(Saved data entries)
________________________
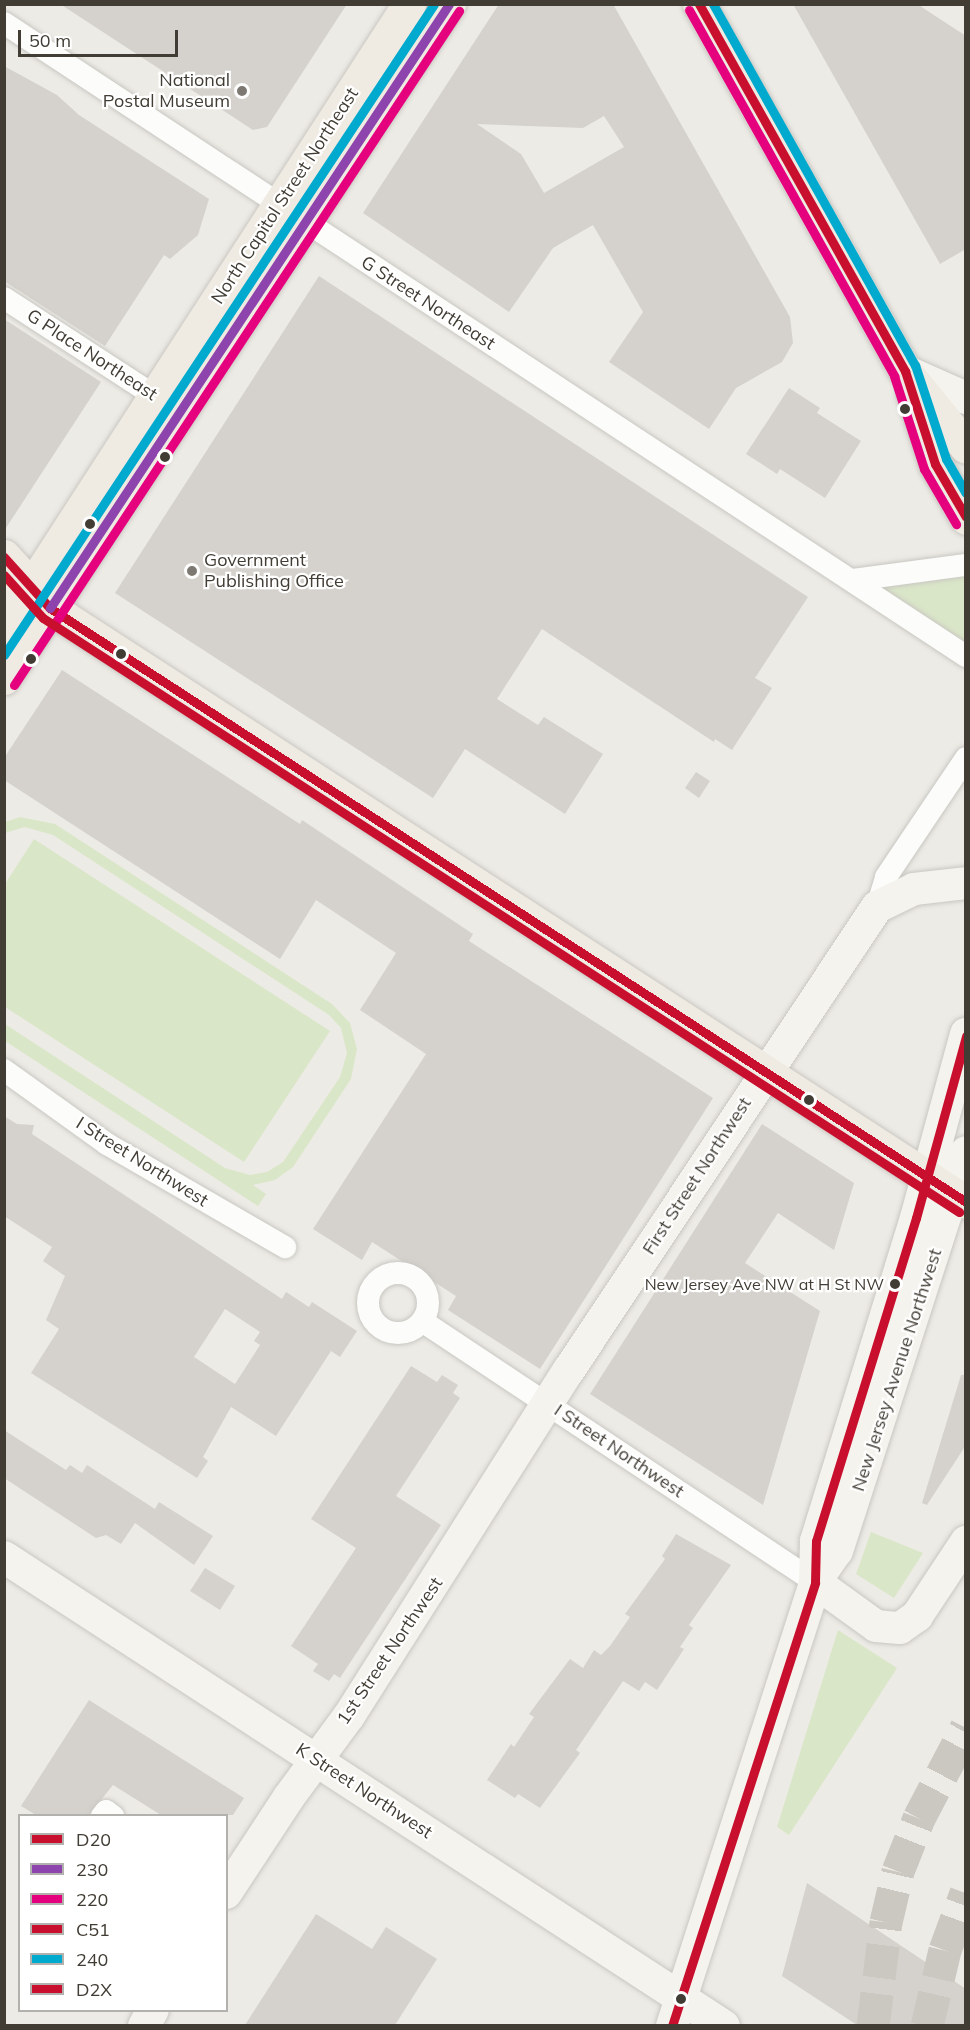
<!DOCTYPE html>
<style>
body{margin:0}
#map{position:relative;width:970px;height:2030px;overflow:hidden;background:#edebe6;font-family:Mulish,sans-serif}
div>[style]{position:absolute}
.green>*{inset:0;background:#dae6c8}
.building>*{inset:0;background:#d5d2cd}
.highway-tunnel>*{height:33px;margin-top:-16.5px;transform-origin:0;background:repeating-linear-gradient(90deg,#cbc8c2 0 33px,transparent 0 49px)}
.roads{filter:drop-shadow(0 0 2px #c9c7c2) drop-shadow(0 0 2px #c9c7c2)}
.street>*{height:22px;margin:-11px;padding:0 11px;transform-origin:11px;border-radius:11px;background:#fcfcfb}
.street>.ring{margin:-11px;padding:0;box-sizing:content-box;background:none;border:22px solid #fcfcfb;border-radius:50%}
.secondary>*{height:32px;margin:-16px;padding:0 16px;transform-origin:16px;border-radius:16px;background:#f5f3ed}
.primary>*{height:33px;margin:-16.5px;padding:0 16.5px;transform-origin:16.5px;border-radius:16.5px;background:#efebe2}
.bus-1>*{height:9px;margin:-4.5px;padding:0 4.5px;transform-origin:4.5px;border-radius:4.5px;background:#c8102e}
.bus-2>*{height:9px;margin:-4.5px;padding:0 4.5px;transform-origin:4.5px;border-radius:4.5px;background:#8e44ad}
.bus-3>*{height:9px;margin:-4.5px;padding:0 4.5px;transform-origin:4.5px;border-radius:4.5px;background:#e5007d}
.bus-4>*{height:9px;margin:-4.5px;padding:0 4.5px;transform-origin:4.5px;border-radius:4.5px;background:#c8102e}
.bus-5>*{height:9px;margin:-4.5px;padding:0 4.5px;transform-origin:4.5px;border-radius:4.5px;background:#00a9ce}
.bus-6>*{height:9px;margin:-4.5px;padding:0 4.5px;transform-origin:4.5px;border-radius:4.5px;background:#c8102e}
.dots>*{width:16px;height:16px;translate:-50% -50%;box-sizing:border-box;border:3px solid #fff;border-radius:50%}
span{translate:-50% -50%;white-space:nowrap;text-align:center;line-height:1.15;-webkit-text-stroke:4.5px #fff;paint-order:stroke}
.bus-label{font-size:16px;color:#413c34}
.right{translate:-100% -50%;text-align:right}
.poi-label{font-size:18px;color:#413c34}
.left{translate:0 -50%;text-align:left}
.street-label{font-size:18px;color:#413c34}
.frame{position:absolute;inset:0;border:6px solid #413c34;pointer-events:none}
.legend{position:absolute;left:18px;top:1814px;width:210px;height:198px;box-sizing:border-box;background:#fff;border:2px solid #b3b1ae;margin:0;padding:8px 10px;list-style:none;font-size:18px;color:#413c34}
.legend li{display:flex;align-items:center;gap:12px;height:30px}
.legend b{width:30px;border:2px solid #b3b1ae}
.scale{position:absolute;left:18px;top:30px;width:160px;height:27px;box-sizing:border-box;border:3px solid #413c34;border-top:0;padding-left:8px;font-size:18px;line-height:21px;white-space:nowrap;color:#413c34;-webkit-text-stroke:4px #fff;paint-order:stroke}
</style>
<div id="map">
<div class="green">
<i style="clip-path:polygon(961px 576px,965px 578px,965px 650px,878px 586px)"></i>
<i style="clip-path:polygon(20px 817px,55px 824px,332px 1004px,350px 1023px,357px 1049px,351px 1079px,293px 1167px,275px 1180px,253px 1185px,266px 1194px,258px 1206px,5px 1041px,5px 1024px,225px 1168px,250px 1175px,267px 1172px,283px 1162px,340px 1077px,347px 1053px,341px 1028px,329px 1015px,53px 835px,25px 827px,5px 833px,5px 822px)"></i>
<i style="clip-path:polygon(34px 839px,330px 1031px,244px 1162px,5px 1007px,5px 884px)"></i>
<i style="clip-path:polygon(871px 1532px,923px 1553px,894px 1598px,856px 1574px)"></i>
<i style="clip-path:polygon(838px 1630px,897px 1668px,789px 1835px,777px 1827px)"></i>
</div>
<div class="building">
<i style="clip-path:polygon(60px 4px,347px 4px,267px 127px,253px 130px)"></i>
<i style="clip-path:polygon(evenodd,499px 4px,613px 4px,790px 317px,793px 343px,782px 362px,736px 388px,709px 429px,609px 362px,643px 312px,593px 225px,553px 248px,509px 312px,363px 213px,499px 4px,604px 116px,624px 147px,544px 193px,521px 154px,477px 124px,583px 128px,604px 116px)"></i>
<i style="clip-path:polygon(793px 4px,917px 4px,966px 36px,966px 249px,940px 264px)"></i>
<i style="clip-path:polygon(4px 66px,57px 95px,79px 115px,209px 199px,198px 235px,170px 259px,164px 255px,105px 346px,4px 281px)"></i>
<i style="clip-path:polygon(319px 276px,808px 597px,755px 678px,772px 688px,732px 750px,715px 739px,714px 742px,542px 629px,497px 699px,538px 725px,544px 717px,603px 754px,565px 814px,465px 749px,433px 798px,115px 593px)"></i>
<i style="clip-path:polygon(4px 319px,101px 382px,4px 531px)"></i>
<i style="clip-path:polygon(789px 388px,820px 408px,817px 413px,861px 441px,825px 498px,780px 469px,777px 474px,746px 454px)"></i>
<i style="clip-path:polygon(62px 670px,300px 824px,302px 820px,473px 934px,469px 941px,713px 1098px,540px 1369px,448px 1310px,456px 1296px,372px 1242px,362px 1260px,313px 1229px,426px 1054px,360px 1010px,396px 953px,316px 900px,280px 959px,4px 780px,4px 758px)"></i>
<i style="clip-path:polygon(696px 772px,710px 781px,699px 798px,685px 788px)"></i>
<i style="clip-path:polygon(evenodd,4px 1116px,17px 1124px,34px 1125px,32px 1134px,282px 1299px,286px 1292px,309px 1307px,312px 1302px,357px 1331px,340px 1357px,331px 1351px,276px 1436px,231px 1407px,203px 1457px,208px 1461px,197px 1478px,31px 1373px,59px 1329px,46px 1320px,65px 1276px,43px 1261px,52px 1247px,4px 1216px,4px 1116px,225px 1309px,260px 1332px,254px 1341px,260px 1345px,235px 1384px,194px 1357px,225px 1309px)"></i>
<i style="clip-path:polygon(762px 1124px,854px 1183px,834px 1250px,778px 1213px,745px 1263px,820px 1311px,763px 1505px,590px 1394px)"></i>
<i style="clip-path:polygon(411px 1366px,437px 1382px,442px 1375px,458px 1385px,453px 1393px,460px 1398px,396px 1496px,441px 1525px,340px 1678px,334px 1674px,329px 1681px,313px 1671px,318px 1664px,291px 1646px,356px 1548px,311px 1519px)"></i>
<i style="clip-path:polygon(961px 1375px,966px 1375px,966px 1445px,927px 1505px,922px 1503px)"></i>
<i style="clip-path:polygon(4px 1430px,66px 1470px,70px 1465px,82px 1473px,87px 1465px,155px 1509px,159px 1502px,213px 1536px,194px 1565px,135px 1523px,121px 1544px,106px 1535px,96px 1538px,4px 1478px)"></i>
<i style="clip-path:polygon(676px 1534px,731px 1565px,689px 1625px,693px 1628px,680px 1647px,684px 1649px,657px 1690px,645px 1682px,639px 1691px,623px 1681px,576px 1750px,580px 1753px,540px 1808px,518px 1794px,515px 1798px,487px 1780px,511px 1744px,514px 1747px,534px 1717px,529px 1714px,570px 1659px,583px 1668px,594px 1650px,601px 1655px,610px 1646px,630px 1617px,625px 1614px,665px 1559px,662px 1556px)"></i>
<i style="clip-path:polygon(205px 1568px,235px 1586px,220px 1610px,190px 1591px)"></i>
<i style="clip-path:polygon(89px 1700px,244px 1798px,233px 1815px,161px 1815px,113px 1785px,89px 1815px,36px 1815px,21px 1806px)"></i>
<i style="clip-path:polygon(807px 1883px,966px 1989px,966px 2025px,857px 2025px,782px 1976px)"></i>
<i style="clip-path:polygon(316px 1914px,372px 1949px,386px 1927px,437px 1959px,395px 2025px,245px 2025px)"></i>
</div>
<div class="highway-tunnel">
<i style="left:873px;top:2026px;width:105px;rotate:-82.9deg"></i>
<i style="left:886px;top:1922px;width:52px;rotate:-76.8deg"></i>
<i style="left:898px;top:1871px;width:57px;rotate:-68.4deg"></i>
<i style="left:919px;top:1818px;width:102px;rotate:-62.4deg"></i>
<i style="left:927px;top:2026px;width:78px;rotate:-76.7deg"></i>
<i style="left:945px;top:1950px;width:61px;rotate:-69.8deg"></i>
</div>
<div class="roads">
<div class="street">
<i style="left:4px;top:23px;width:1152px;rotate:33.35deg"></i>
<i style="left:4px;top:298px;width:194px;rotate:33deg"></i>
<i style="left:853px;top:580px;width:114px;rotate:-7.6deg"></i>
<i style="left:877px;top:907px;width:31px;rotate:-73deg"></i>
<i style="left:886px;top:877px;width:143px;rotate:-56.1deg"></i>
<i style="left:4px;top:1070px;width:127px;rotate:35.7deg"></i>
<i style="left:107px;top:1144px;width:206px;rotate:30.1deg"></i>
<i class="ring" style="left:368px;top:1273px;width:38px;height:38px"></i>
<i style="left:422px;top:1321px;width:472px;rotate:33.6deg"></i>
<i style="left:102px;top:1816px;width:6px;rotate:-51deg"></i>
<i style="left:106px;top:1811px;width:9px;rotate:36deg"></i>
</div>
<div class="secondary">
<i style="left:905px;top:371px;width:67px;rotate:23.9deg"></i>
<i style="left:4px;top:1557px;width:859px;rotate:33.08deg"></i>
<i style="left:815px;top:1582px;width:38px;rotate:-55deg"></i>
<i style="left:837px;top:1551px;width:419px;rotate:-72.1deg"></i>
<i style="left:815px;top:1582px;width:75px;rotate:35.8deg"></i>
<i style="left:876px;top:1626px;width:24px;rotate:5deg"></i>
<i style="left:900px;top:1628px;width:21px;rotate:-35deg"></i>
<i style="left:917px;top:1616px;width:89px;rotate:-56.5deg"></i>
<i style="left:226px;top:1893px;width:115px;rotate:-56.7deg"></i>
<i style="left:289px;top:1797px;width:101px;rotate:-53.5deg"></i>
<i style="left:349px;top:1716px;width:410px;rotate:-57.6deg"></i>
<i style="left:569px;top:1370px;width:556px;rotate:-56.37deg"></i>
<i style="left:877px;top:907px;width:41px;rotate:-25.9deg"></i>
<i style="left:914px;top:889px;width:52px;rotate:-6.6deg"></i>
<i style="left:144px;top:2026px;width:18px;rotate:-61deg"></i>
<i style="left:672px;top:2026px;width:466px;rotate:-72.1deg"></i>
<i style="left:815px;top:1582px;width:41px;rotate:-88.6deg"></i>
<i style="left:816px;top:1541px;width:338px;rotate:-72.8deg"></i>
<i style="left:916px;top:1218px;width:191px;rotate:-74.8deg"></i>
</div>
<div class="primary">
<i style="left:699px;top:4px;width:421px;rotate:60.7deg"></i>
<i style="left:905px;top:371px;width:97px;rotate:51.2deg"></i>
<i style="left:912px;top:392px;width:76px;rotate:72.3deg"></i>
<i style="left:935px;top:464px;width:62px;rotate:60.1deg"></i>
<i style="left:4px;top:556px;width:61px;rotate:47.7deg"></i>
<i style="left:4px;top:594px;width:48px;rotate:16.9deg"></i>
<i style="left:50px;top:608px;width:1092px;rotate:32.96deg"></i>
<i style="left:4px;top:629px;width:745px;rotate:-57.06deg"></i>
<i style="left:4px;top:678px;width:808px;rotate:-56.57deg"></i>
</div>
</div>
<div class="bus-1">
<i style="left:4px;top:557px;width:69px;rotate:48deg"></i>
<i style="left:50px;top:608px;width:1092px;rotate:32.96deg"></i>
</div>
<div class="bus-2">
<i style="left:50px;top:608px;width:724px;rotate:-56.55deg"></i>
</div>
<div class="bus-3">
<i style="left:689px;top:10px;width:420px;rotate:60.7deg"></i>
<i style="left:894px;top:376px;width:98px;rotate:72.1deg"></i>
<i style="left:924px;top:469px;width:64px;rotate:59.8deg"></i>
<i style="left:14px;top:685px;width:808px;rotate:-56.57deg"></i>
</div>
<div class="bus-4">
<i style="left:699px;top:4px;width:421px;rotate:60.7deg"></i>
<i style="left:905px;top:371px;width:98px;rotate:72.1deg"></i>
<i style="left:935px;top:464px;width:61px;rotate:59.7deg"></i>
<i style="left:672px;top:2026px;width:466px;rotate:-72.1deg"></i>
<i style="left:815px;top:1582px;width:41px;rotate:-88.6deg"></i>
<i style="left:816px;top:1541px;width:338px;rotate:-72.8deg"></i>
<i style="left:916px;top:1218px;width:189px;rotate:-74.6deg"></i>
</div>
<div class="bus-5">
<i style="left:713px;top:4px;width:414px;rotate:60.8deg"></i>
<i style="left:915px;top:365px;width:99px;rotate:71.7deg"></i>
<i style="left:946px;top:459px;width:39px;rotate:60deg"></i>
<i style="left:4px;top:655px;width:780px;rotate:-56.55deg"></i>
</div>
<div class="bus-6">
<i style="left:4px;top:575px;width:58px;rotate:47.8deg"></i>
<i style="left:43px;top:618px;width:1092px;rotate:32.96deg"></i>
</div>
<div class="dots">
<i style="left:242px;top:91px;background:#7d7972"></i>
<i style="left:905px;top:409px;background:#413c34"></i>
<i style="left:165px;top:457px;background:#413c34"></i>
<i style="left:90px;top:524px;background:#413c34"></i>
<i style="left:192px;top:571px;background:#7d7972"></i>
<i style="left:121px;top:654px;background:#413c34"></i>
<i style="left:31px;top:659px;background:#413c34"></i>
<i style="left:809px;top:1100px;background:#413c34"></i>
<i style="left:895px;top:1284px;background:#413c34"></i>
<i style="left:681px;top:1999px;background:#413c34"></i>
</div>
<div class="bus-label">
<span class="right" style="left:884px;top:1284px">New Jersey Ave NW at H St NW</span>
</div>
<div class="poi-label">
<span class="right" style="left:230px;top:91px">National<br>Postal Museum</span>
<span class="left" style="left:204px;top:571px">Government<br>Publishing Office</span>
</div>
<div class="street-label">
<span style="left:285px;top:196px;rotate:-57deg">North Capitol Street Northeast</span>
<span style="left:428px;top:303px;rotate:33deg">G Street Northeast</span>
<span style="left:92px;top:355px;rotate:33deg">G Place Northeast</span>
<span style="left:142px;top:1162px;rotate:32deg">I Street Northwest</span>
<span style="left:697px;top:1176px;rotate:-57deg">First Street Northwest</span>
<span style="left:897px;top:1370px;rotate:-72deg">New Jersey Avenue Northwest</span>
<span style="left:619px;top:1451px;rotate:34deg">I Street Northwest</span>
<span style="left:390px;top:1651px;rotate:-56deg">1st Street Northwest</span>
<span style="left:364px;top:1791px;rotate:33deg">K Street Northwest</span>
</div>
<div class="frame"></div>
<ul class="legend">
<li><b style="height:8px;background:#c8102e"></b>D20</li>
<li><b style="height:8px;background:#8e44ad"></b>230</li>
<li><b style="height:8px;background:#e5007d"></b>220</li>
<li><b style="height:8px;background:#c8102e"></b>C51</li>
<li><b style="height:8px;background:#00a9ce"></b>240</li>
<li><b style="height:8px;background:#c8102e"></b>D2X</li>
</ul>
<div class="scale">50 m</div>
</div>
________________________
What needs to be done: Please restate, exactly as written, the line that holds "Jersey Avenue Northwest</span>" and all remaining lines of the data above, and only those.

Written solution:
<span style="left:897px;top:1370px;rotate:-72deg">New Jersey Avenue Northwest</span>
<span style="left:619px;top:1451px;rotate:34deg">I Street Northwest</span>
<span style="left:390px;top:1651px;rotate:-56deg">1st Street Northwest</span>
<span style="left:364px;top:1791px;rotate:33deg">K Street Northwest</span>
</div>
<div class="frame"></div>
<ul class="legend">
<li><b style="height:8px;background:#c8102e"></b>D20</li>
<li><b style="height:8px;background:#8e44ad"></b>230</li>
<li><b style="height:8px;background:#e5007d"></b>220</li>
<li><b style="height:8px;background:#c8102e"></b>C51</li>
<li><b style="height:8px;background:#00a9ce"></b>240</li>
<li><b style="height:8px;background:#c8102e"></b>D2X</li>
</ul>
<div class="scale">50 m</div>
</div>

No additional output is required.